Location
- Compton Pl Rd Eastbourne, East Sussex, BN20 8AB England 50°46′12″N 0°15′58″E﻿ / ﻿50.770°N 0.266°E

Information
- Type: Free school
- Established: 2013
- Local authority: East Sussex
- Department for Education URN: 139796 Tables
- Ofsted: Reports
- Chair of Governors: Julian Mace
- Head Teacher: Craig Bull
- Gender: Mixed
- Age: 4 to 19
- Enrolment: 357
- Website: http://www.gildredgehouse.org.uk/

= Gildredge House Free School =

Gildredge House Free School is a mixed free school located in Eastbourne, East Sussex, England. It opened in 2013 and caters for students aged 4–19 years. It is located on a former National Health Service site, which was vacated in 2012.
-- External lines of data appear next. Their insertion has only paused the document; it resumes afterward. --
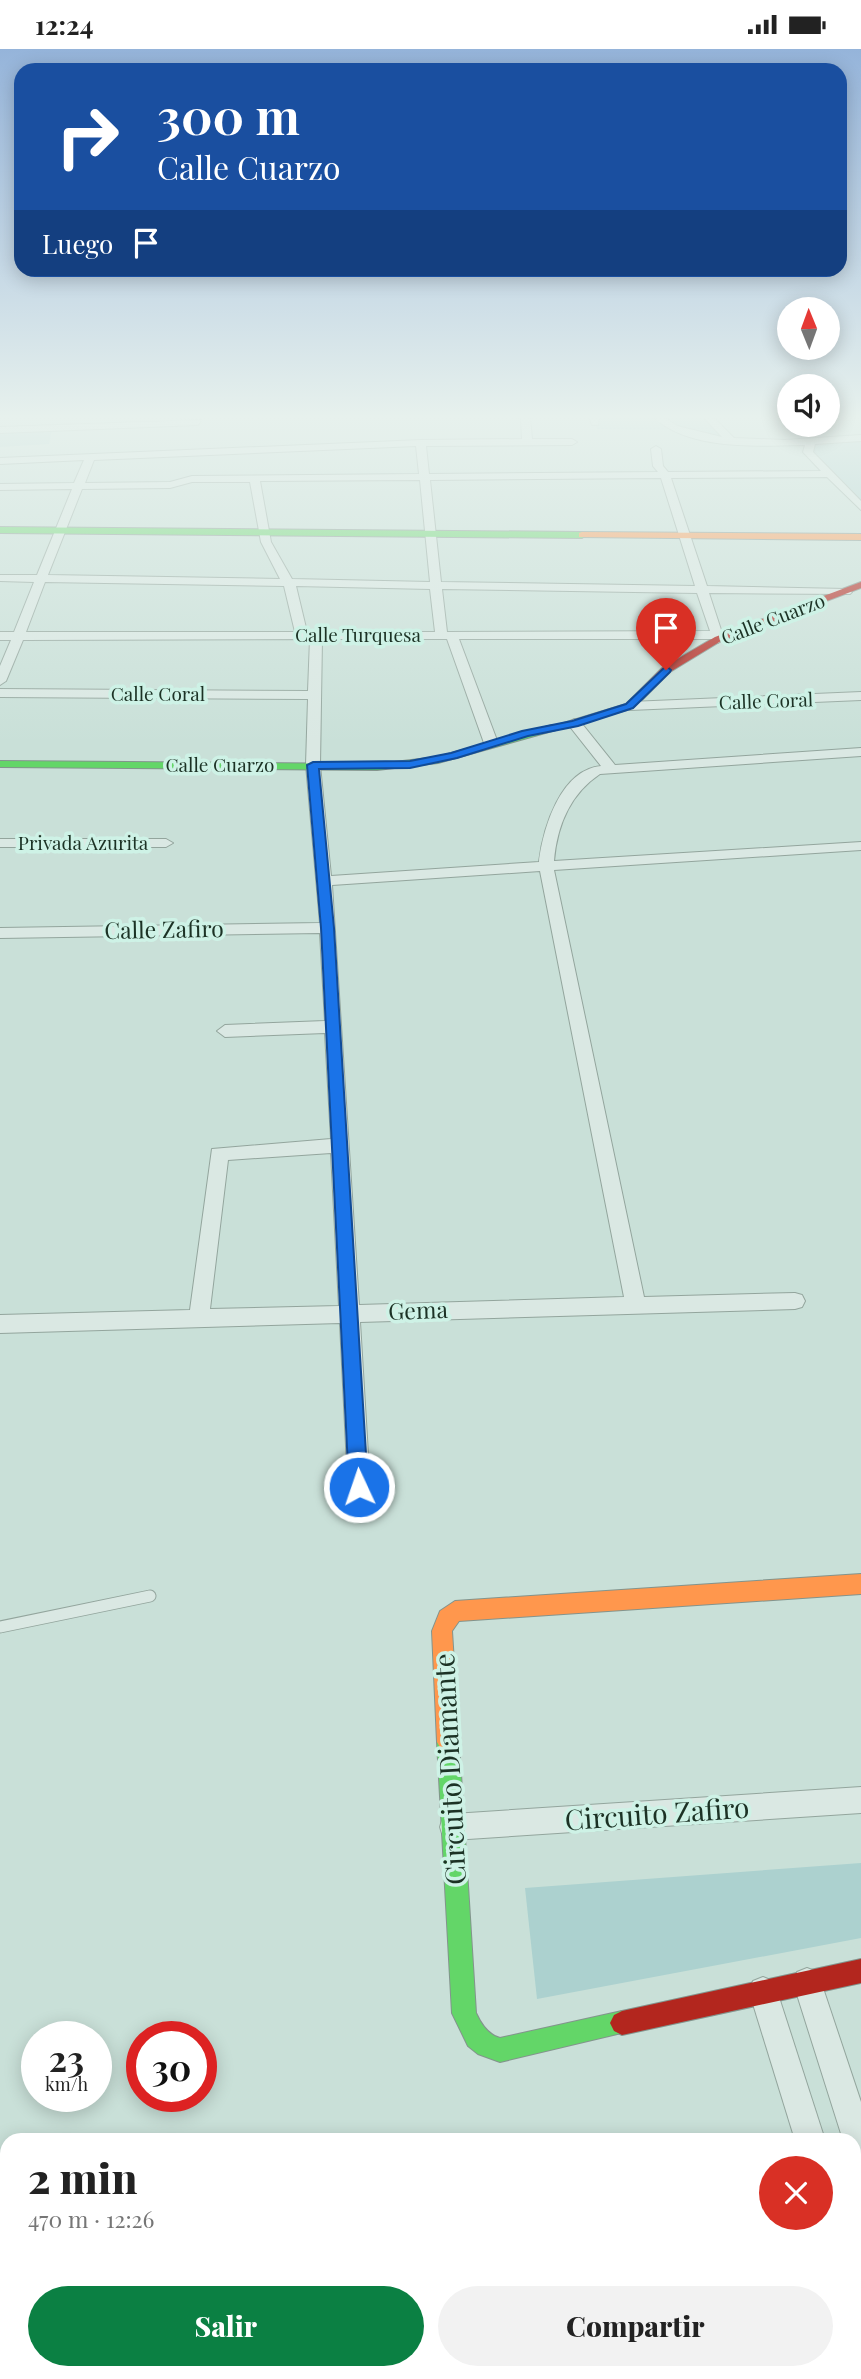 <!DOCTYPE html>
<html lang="es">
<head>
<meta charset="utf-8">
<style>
  body { margin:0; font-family:"Playfair Display",serif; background:#f2f2f2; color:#222; height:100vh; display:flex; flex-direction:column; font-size:26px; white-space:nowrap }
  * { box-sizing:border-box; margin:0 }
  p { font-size:23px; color:#767676 }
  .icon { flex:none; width:38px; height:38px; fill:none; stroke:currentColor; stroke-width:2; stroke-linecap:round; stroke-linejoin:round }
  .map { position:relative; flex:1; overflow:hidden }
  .panel { position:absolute; left:0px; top:2084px; width:861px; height:247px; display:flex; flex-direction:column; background:#fff; border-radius:21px 21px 0 0; box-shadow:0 4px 18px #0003 }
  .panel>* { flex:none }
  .hud { position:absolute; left:14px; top:14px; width:833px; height:214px; border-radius:21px; box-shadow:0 4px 18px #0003; background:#1a4fa0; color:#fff; overflow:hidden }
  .needle { width:46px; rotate:359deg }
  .buttons { position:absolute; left:777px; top:248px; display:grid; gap:14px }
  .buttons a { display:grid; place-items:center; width:63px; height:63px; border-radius:50%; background:#fff; box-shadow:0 4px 18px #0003; font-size:35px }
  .speed { position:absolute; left:21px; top:1972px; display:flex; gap:14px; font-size:35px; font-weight:700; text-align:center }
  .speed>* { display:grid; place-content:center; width:91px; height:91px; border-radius:50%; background:#fff; box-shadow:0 4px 18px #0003; line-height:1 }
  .speed small { font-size:18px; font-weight:400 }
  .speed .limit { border:10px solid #d22; background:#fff; color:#111 }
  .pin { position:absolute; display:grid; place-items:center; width:60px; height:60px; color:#fff; margin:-72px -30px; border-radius:50% 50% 50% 0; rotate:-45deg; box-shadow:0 0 7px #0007 }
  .pin .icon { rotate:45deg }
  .me { position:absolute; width:77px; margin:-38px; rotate:357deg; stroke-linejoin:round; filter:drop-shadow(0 0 5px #0008) }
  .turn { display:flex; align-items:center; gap:24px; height:147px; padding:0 28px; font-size:32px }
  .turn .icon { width:91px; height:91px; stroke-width:2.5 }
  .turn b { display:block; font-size:49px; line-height:60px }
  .then { display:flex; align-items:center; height:66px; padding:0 28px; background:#0003; gap:14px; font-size:26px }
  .round { display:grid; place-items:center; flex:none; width:74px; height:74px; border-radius:37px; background:#f2f2f2 }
  .overview { display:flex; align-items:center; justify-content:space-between; height:119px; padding:0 28px }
  h1 { font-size:42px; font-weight:800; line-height:52px }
  .button { display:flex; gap:14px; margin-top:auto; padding:14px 28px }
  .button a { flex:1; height:80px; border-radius:42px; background:#0b8043; color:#fff; font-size:28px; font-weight:800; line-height:80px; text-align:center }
  .button a+a { background:#f2f2f2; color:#222 }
  .status { display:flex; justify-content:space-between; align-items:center; height:49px; padding:0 35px; background:#fff; direction:ltr }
  .status svg { height:19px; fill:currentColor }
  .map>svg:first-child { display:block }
</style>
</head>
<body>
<div class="status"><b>12:24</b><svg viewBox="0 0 49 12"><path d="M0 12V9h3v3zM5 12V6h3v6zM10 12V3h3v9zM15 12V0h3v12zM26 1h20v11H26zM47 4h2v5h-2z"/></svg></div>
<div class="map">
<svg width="861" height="2330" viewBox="0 0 861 2330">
  <rect width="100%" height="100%" fill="#c9e0d8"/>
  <g fill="#acd1cf">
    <polygon points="596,368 656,368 668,381 597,380"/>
    <polygon points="661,368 705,368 725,388 684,383"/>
    <polygon points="52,381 49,395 0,398 0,383"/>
    <polygon points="861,390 861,452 812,401 816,394"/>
    <polygon points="861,1814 861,1889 537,1950 525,1839"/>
  </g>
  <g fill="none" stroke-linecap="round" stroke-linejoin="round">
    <g stroke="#93a59d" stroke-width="13">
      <polyline id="lane" points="0,1578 150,1547"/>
    </g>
    <g stroke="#93a59d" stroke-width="2">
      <g id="street">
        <path d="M517 368H530L532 390H572L577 393 572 396 426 397 429 425 658 423 653 417 651 400 656 397 661 400 663 417 668 423 821 422 803 403 805 396C759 397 690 402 653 368H664L677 377 722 388 703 368H713L734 389 785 391 861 386V392L815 395 813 403 861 452V461L827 428 671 429 707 537 846 540 852 543 850 545 709 544 724 590 718 594 712 590H459L498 694 496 697 484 694 447 590H322L320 716 331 827 539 813C543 780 560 721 601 717L567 674 574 670 579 671 615 716 861 699V707L600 725C570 745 557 777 554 812L861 793V801L554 821 644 1248 795 1244 802 1246 805 1252 802 1258 795 1260 360 1273 370 1438 367 1445 359 1449 351 1445 348 1438 340 1274 0 1284V1266L190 1261 212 1100 331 1090 325 984 225 988 217 982 225 976 325 972 320 884 0 889V879L320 874 306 716 308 650 0 648V640L308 642 310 590 23 591 6 632 0 636V617L11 591H0V583H14L34 533 0 532V526H37L72 440 0 441V435L74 434 84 411 0 415V409L421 391 522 390 521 370ZM416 397 419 425 192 427 170 433 85 434 94 411ZM661 429 695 537 441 533 430 431ZM420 431 430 533 292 530 271 493 260 432ZM192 433H250L261 493 280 530 48 526 82 440 170 439ZM45 533 284 537 295 583H26ZM296 537 430 540 435 583H307ZM442 540 697 544 710 582 447 583ZM540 822 624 1248 359 1256 332 836ZM331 1104 339 1257 210 1260 228 1111Z"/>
        <polygon points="589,368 599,368 598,376 592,376"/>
        <polygon points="780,368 789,368 789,375"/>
        <polygon points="201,371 198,376 0,384 0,378"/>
        <polygon points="861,643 861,651 630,661 624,657 630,653"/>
        <polygon points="0,790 166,790 173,794 166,798 0,798"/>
        <polygon points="861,1738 861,1764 453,1791 443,1788 440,1778 443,1768 453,1765"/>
        <polygon points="807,1919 817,1923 821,1933 861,2053 861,2115 854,2113 854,2091 843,2091 793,1933 797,1923"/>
        <polygon points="763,1928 773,1932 777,1942 825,2091 795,2091 749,1942 753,1932"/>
        <polygon points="854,2214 861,2217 861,2268 854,2266"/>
      </g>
    </g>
    <g stroke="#83948d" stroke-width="2">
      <g id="fast">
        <polygon points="0,478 582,483 586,486 582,489 0,484"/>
        <polygon points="552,676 557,679 556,681 438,714 377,721 0,718 0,712 377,715 437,708"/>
        <path d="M448 1682 455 1686 459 1693 476 1964C481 1975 488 1986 500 1989L622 1962 630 1966 634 1974 630 1982 500 2013 478 2005 468 1997 452 1964 437 1693 441 1686Z"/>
        <polygon points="861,2266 861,2294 854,2296 854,2268"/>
      </g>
    </g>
    <g stroke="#83948d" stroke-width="2">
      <g id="slow">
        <polygon points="582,483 861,485 861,491 579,488 579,484"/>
        <polygon points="861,1525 861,1545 459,1572 452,1582 459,1693 455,1700 448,1704 441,1700 437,1693 432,1582 440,1562 455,1552"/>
        <polygon points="861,2134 861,2160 854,2162 854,2136"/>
        <polygon points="649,2324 698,2324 695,2330 646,2330"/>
      </g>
    </g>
    <g stroke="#83948d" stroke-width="2">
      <g id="jam">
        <polygon points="861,533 861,539 721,592 670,623 634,659 552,682 547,679 626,655 662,619 715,588"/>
        <polygon points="861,1910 861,1934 622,1986 614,1982 610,1974 614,1966 622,1962"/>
        <polygon points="89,2324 138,2324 135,2330 86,2330"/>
      </g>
    </g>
    <use href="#lane" stroke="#dae8e3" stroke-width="11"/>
    <use href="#street" fill="#dae8e3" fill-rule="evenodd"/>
    <use href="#fast" fill="#63d668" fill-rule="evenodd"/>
    <use href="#slow" fill="#ff974d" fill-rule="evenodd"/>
    <use href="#jam" fill="#b3261e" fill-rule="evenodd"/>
  </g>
  <linearGradient id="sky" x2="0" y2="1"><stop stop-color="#95b4da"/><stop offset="0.53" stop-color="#e7f1ed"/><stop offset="1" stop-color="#e7f1ed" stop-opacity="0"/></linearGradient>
  <rect width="861" height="694" fill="url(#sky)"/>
  <polygon fill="#1a73e8" stroke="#114b97" stroke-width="2" points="666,617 671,621 670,623 633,659 578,677 528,687 457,709 410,719 319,720 334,879 368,1438 365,1444 359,1446 352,1444 349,1438 321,879 307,716 313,713 410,712 451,704 522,682 572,672 626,655"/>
  <g text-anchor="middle" stroke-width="7" stroke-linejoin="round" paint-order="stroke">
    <g font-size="19" fill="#1c3225" stroke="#cef2e6">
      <text transform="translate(773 570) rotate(-21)" y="7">Calle Cuarzo</text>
      <text x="358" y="593">Calle Turquesa</text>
      <text x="158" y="652">Calle Coral</text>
      <text transform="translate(766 652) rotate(-2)" y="7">Calle Coral</text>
      <text x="220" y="723">Calle Cuarzo</text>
      <text x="83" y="801">Privada Azurita</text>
    </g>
    <g font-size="23" fill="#1c3225" stroke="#cef2e6">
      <text transform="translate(164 881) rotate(-1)" y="8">Calle Zafiro</text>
      <text transform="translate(418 1262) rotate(-2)" y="8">Gema</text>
    </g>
    <g font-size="28" fill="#1c3225" stroke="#cef2e6">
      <text transform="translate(450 1720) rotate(-93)" y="10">Circuito Diamante</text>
      <text transform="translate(657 1765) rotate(-4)" y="10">Circuito Zafiro</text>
    </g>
  </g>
</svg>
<div class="buttons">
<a><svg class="needle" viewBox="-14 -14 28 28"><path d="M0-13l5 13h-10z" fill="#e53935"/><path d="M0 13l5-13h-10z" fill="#767676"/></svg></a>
<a><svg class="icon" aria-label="sound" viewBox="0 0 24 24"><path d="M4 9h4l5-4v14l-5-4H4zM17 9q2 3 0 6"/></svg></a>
</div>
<div class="speed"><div>23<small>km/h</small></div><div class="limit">30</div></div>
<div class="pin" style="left:666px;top:621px;background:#d93025"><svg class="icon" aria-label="arrive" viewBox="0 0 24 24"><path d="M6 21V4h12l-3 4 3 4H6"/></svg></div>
<svg class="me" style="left:359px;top:1438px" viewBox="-20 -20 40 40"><circle r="17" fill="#1a73e8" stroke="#fff" stroke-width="3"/><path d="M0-11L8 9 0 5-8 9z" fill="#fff"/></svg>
<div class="hud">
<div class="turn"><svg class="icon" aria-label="right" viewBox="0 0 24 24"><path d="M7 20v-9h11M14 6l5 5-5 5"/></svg><div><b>300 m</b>Calle Cuarzo</div></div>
<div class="then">Luego<svg class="icon" aria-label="arrive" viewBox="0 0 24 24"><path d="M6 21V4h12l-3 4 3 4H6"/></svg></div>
</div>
<section class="panel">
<div class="overview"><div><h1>2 min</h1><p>470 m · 12:26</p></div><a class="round" style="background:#d93025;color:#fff"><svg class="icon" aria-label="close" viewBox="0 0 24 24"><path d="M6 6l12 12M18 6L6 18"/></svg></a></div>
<div class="button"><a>Salir</a><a>Compartir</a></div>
</section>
</div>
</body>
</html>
The school opened its sixth form in 2015 and is one of only a handful A Level providers in the town. At A Level students can study a variety of subjects from each faculty. Within mathematics and economics students can study mathematics, further mathematics and economics. Within science they can study biology, chemistry and physics. Within languages they can study Spanish, German, French and classical civilisation. Within humanities they can study psychology, philosophy, history, politics, sociology, geography and EPQ. Students can also study English and physical education.

==Ofsted==
In June 2015, the school had its first Ofsted inspection, when the school was adjudged to be "Outstanding". The inspectors noted that the school was an exceptional learning environment. In November 2018 this had declined to "Good" with inspectors observing that "Not enough pupils make good progress from their starting points.The most able pupils do not achieve as well as they should. Disadvantaged pupils do not consistently make strong enough progress to catch up with their peers."